On le savait avant, mais là on le vit de façon très forte. Il n'y a que maintenant. Et maintenant est la conséquence de notre décision à reconnaitre l'amour. En d'autres termes, l'amour que nous "échangeons" est tout. Tout ce qui est. C'est l'amour qui fait tout. C'est notre identité véritable. Il est la racine de toute action.


Et quand les actions semblent coincer dans notre quotidien, c'est une invitation à reconnaitre l'amour encore plus.


Comme la vie est vécue de façon plus verticale, en cela que chaque instant n'est plus la conséquence de l'instant d'avant, ou que les choses ne trouvent plus leur cause dans le passé, le passé et l'intérêt qu'on lui donne disparait. Literallement.


Nous passons à un autre mode de vie. Nos existences avant cette rencontre s'effritent joyeusement de nos mémoires (ainsi que beaucoup d'éléments de notre propre rencontre). Elles sont vues comme de vagues souvenirs sans consistance. On remarque que s'ils ont encore une consistance, une importance, c'est qu'on choisit encore de leur en accorder. C'est qu'on a du mal à reconnaitre qu'ils sont morts. C'est qu'on s'accroche encore à une identité passée.


Alors en voyant cela, et surtout en se rappelant de l'amour présent entre nous, et de l'amour que nous sommes en vérité, le vivre les libère tout seul. Juste en respirant notre but ensemble. Et il ne reste plus rien d'autre en vérité. Juste cet amour, qui nous vit, et que nous vivons.


Il y a en effet un sentiment de suffisance quasi totale (elle deviendra totale) entre nous, d'être entre nous et de ne vivre qu'ainsi. Non pas que nous ignorons les autres ou le reste, mais que cela se fait naturellement. On n'a plus besoin de tenir à une identité sociale, ou meme amicale qui, comme on le voit à présent, n'était pas si vraie; elle était basée sur du manque, et une joie qui était bien plus agitée que paisible (que nous prenions pour du vrai bien sur).


Nos anciennes relations aussi changent... seul le vrai tient. Et ainsi, ces anciennes relations sont obligées de passer le même cap, sinon ça fait mal, c'est comme du mensonge.

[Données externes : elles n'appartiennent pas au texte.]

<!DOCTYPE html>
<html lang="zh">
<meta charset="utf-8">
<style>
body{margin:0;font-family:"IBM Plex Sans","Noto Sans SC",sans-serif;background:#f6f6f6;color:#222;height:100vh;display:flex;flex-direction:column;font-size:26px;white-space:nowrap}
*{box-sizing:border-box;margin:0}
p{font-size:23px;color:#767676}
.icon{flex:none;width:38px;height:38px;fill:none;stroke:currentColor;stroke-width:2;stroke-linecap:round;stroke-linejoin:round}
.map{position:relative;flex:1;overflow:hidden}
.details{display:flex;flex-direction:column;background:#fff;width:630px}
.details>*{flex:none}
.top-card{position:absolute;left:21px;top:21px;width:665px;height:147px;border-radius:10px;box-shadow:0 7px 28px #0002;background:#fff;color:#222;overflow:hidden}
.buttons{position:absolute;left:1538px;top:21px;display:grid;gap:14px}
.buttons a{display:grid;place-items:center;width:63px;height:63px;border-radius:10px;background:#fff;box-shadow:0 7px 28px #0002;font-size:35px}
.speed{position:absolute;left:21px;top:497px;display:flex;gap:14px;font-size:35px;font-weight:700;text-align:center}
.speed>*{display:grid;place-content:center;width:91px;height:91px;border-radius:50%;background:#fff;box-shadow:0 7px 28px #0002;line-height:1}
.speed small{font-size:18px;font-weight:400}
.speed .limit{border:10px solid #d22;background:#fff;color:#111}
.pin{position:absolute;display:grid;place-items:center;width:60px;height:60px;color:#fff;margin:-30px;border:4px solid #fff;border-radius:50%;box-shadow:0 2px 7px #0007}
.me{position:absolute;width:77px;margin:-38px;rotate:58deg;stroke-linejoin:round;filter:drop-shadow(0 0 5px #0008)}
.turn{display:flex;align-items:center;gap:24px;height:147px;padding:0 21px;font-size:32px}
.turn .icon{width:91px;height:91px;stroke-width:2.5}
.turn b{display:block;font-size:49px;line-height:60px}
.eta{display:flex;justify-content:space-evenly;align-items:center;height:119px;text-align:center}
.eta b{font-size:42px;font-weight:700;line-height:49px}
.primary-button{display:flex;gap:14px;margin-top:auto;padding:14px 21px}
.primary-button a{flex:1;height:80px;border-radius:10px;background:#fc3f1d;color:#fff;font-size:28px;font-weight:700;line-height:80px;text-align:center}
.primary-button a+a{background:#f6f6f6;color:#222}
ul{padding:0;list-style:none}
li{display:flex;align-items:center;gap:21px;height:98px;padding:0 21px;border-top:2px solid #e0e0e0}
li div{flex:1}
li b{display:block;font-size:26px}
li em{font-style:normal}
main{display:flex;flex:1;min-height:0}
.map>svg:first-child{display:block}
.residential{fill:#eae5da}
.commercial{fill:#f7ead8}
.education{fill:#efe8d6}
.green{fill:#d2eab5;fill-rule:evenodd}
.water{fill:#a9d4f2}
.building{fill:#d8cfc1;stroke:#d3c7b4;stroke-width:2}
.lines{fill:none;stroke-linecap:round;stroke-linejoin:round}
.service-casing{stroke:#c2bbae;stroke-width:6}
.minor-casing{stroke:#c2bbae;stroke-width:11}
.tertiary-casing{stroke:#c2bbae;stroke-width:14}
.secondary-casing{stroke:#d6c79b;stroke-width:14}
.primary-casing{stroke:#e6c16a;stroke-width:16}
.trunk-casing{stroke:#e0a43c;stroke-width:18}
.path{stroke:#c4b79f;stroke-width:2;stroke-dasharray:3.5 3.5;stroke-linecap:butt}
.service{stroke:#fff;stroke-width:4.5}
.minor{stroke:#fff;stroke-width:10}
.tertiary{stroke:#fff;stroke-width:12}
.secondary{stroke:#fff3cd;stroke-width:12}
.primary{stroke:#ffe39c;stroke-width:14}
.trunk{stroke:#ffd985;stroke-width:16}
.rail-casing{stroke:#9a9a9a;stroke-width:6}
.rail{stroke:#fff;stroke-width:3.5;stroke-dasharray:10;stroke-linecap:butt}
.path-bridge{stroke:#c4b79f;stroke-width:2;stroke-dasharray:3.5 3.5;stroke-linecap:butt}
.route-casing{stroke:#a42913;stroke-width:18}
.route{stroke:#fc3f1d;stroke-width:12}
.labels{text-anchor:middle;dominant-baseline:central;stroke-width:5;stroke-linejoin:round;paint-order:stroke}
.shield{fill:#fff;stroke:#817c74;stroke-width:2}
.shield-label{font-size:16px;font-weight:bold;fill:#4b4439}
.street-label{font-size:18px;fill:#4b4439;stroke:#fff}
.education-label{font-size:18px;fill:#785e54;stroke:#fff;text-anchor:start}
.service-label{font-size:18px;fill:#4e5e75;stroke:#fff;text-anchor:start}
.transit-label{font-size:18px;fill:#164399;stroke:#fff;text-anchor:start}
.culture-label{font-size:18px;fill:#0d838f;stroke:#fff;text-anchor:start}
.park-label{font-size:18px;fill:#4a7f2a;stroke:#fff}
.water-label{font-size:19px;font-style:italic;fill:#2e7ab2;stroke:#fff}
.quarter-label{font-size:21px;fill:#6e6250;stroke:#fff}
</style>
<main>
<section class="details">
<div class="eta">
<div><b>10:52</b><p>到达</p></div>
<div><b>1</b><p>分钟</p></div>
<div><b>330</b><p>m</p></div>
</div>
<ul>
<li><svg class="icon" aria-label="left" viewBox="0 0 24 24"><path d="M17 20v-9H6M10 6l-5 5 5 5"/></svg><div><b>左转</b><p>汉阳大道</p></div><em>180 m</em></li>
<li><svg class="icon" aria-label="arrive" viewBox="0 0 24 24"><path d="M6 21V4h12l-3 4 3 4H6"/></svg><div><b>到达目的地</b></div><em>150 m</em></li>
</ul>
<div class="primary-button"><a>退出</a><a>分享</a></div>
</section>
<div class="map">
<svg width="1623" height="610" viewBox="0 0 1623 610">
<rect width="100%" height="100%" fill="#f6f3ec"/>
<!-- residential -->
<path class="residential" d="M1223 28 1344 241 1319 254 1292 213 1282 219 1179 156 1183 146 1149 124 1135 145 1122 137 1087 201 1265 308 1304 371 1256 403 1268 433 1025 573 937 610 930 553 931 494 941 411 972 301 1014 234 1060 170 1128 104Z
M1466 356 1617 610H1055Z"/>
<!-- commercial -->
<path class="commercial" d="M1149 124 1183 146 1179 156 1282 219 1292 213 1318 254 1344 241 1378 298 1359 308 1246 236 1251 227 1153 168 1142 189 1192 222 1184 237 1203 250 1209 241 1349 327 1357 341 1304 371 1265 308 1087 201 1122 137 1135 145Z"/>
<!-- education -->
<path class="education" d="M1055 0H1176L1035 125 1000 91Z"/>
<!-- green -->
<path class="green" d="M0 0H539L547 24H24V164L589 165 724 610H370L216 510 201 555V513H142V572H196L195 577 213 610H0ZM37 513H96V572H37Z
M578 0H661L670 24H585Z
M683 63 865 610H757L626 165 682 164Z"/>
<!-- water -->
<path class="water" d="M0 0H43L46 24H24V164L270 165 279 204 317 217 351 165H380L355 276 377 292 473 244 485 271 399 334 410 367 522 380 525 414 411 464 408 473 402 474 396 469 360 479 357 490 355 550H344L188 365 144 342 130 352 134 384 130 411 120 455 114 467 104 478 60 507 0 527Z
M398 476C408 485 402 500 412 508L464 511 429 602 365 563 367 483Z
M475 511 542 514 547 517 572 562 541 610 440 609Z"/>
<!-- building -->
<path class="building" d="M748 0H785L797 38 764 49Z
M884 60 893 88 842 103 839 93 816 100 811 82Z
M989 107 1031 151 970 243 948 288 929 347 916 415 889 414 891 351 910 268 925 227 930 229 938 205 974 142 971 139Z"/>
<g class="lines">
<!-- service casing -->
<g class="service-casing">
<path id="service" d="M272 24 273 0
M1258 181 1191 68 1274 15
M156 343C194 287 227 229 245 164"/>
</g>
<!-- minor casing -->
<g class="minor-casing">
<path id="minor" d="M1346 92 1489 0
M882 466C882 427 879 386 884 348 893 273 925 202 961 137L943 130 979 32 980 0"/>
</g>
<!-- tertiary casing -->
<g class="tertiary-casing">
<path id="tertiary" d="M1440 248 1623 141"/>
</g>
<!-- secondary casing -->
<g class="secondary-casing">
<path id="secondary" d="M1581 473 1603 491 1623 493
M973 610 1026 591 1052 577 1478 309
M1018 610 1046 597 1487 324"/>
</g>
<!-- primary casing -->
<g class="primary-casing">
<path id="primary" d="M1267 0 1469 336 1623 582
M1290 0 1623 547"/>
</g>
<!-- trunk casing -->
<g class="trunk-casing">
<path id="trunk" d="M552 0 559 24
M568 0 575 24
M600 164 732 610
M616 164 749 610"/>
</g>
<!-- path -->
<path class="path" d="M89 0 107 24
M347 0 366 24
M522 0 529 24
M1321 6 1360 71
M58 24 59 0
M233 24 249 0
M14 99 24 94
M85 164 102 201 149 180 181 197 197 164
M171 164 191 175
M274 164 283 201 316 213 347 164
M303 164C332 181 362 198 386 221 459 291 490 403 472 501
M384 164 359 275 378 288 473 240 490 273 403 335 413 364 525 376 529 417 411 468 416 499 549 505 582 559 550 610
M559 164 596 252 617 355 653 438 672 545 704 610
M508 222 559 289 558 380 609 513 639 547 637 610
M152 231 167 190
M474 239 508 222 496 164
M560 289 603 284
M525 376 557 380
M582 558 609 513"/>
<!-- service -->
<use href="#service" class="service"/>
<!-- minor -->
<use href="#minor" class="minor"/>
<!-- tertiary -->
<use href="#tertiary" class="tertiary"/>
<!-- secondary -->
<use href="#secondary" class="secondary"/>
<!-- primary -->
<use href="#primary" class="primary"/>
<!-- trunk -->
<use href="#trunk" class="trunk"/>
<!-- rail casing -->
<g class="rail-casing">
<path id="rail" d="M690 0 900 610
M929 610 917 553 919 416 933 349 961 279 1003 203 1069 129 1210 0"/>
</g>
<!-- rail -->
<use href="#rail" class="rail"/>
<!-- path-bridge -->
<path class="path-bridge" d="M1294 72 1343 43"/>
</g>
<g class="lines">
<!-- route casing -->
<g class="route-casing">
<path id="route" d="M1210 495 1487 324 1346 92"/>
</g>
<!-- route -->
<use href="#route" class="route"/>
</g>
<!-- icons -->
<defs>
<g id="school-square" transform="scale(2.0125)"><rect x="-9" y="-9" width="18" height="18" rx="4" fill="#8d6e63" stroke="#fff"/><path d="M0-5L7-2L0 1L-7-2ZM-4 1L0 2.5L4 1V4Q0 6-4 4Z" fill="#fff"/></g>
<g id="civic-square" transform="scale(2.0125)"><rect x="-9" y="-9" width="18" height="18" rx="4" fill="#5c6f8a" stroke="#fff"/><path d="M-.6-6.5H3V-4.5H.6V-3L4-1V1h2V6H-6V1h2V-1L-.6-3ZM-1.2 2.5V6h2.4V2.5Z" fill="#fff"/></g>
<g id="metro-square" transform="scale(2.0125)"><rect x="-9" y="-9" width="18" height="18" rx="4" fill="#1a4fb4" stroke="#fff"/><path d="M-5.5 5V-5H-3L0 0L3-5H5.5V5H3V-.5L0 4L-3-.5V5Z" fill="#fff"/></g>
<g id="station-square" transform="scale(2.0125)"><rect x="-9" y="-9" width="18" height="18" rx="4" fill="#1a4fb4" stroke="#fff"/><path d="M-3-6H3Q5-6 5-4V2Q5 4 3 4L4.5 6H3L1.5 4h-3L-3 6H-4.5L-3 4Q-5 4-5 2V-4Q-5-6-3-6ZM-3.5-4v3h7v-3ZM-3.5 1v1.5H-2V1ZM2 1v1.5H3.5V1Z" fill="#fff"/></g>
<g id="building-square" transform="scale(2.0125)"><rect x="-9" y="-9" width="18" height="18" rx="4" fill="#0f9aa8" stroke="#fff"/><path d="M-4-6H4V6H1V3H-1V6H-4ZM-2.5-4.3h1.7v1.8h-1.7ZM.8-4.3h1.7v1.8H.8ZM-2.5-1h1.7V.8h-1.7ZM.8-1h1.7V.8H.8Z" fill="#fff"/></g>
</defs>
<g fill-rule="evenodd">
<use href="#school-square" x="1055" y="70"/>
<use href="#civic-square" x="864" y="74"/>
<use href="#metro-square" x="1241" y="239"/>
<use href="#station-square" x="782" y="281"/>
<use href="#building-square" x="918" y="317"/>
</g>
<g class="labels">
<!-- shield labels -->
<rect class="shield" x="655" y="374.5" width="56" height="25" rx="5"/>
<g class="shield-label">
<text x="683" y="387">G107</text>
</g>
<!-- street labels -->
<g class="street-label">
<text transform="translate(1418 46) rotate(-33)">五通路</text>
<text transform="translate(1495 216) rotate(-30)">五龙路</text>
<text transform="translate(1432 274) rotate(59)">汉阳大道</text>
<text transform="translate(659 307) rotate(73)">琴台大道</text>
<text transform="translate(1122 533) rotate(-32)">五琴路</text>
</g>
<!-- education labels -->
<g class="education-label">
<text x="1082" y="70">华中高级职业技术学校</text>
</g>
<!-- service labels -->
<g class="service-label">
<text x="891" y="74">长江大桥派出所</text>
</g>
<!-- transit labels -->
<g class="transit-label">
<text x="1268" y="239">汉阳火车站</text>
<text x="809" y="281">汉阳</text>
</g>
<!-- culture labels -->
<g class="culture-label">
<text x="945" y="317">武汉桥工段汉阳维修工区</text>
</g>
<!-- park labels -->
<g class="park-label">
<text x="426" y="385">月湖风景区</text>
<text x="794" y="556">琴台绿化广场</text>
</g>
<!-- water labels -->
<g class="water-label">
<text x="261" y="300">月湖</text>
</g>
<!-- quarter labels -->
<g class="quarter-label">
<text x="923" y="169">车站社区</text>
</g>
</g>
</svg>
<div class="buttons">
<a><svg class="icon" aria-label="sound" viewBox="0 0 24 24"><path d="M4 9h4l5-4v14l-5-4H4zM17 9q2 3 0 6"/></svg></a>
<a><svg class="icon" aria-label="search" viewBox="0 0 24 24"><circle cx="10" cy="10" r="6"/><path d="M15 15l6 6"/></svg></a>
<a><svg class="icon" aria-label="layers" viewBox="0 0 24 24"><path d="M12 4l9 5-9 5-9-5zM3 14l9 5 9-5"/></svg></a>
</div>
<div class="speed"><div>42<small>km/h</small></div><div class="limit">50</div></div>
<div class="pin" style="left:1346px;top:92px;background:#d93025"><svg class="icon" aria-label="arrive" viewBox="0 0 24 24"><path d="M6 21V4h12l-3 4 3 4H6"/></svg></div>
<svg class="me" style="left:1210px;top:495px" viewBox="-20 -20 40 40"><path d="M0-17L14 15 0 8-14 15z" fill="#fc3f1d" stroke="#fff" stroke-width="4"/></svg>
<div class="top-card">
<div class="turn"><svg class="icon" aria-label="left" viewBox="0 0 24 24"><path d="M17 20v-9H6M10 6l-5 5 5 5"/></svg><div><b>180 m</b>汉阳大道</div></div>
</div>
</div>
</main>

Alors à présent nous savons et reconnaissons ce que nous avons choisis et continuons de choisir. De la même manière, nous savons et reconnaissons ce que les autres choisissent à chaque instant. Et là cela devient des relations vraies.. en cela que nous ne nous voilons plus la face. Il n'y a plus (de moins en moins) de jeux. Il y a juste le sincère.


Et nous offrons avec joie tout ce qui sort de nos êtres à tous, à toutes celles et ceux qui le demandent, consciemment ou pas. Ceci est le but de tous les êtres, et il n'y a pas d'autres raison d'être sur terre que l'amour. Que la reconnaissance parfaite de notre unité, ainsi que de vivre depuis cette liberté.


Par cette reconnaissance de chaque instant, telle une respiration, de l'amour que nous avons l'un pour l'autre, nous sommes l'amour sur terre. Tout nous est donné. Nous avons tout. Nous savons qu'il n'y a pas de limites à nos êtres.


Notre imagination n'est pas une imagination. Nous ne pouvons rêver que de ce qui existe déjà. Et ce qui nous intéresse, nous met en joie, c'est d'imaginer, ou de faire descendre, d'actualiser, les lignes les plus amoureuses de nos possibles. Les lignes qui vivent déjà cet amour, et qui sont d'ailleurs bien plus avancées que nous dans l'exploration de cette joie. Dans la certitude (non mentale) que vivre de plus en plus notre propre vie, nos propres préférences, c'est la voie de la création, et de la jouissance dans la forme et grâce à la forme. C'est se recréer à neuf à chaque instant.


Cet amour est sans filet, c'est vrai. Mais nous apprenons, ensemble, à sauter de lignes. A nous positionner en tant qu'un. En tant qu'amour. Nous nous servons de la forme (des situations, des événements de nos vies) pour nous définir et dessiner la vie que nous voulons vivre. Comme je l'écrivais plus haut, l'Être respire le Vivre, et le Vivre respire l'Etre, lui donnant tout ce qu'il a demandé. Alors, nous sommes heureux de partager le même Être, Fanny et moi. Et de voir à quel point ce choix est la plus belle possibilité qui s'offre à nous. Le déjà magnifique qui nous appelle, et que nous appelons.